Oct
28

Poverty & the MDGs

The Millennium Development Goals (MDGs) were widely touted as having broad positive impact, and the Sustainable Development Goals (SDGs) continue the general, expanded, trajectory. With these high level, long-term agendas it is important to, on occasion, take ten steps back and reflect. Critical reflection may identify design challenges and structural flaws that can better inform, or entirely change, what is done in international development. Cimadamore, Koehler and Pogge (2016) offer such a space in their edited volume "Poverty and the Millennium Development Goals: A Critical Look Forward." This is not a typical critique of all that is 'development,' and the contributing authors include some engaged and widely respected individuals. As an edited volume, it is hard to review, but in particular I recommend Chapters 1, 2 and 6. Quotes from these chapters are included below, and identified as such.

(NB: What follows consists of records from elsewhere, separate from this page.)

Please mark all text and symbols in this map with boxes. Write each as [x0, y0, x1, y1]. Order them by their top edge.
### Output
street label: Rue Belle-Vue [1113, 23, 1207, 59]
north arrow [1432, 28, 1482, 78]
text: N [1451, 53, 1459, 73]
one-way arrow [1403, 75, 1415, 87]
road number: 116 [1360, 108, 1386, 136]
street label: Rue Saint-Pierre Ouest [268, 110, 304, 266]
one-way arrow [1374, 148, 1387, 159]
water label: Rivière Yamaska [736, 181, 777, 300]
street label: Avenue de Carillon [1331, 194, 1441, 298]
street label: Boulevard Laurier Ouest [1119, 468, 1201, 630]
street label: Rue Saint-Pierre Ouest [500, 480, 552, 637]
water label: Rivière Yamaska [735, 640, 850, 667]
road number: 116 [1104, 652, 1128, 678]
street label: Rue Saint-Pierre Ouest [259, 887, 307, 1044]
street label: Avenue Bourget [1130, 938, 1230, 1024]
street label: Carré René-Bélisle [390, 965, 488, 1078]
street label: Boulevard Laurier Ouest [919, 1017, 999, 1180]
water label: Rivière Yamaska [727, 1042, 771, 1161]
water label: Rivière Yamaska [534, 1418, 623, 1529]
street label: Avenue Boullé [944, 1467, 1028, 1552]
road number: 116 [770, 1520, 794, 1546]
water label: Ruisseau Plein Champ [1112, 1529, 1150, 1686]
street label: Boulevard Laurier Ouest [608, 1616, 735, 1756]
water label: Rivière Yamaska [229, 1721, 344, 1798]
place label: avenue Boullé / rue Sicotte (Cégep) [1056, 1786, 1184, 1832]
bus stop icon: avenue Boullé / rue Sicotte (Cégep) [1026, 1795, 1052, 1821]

The editors argue that a "critical assessment of the MGDs is necessary and we could have reached a moment in history conducive to producing the meaningful changes required to fulfil the commitment to eradicating extreme poverty and achieving human development and a better life for all. This volume intends to provide that kind of assessment, combined with a look ahead at the new development agenda" (p. 4, Chapter 1). However, the "trends suggest that, at the country level, income redistribution policies need to accompany poverty alleviation or eradication strategies. This has not been the case; neither in neoliberally oriented economies nor in the developmental states" (p. 12, Chapter 1). Furthermore, good intentions, and even good programs, only go so far. It "must be recognized that poverty, as well as its eradication and prevention, is a manifestly political issue… Policies that do not analyse the impact of power relations on the creation and re-creation of poverty can have only limited and superficial success" (p. 13, Chapter 1). Some of the explicit, political recommendations are repeated by others: "Promotion of participation, inclusion and voice of poor people is crucial to overcoming some of the political and structural determinants of poverty and its perpetuation" (p. 42, Chapter 2).

Chapter 2, a unique contribution from Sundaram, makes a compelling case for the flawed methodological system that determines "success" in the MDGs. Consider: "If one starts from the original poverty definition of $1/day (in 1985 dollars) used for drafting MDG1, and then corrects for US inflation in the 1985-2005 period, one gets an equivalent poverty line of $1.815/day (in 2005 dollars), or $55.18/month, which is clearly much higher than the $1.25/day for 2005 used by the World Bank. The number of poor would then be 2,698.42 million in 1990 and 2,146.68 million in 2010 – for a mere 20.5 percent reduction over twenty years, nowhere near the enough to halve the proportion, let alone the number, of poor in developing countries" (p. 32, Chapter 2).

There are also important reflections from the MDGs on the potential of reaching the SGDs: "Available evidence on poverty trends and our policy analyses suggest that continuing with the same set of policies and measures will not suffice to eradicate extreme poverty, or even to achieve a substantial reduction in acute and other forms of poverty by 2030" (p. 14, Chapter 1). Chapter 3 continues "People feel they have been bypassed by new economic opportunities. Access to markets and/or links to higher levels of society are hindered by their powerlessness and lack of resources for fair participation" (p. 48, Chapter 3). Chapter 6 attempts to re-focus the failures away from domestic decision making to "the treacherous features of the international system whose structure serves mainly the economic and political interests of powerful factions in donor countries" (p. 127) whose power is reinforced by voting weights in global governance structures.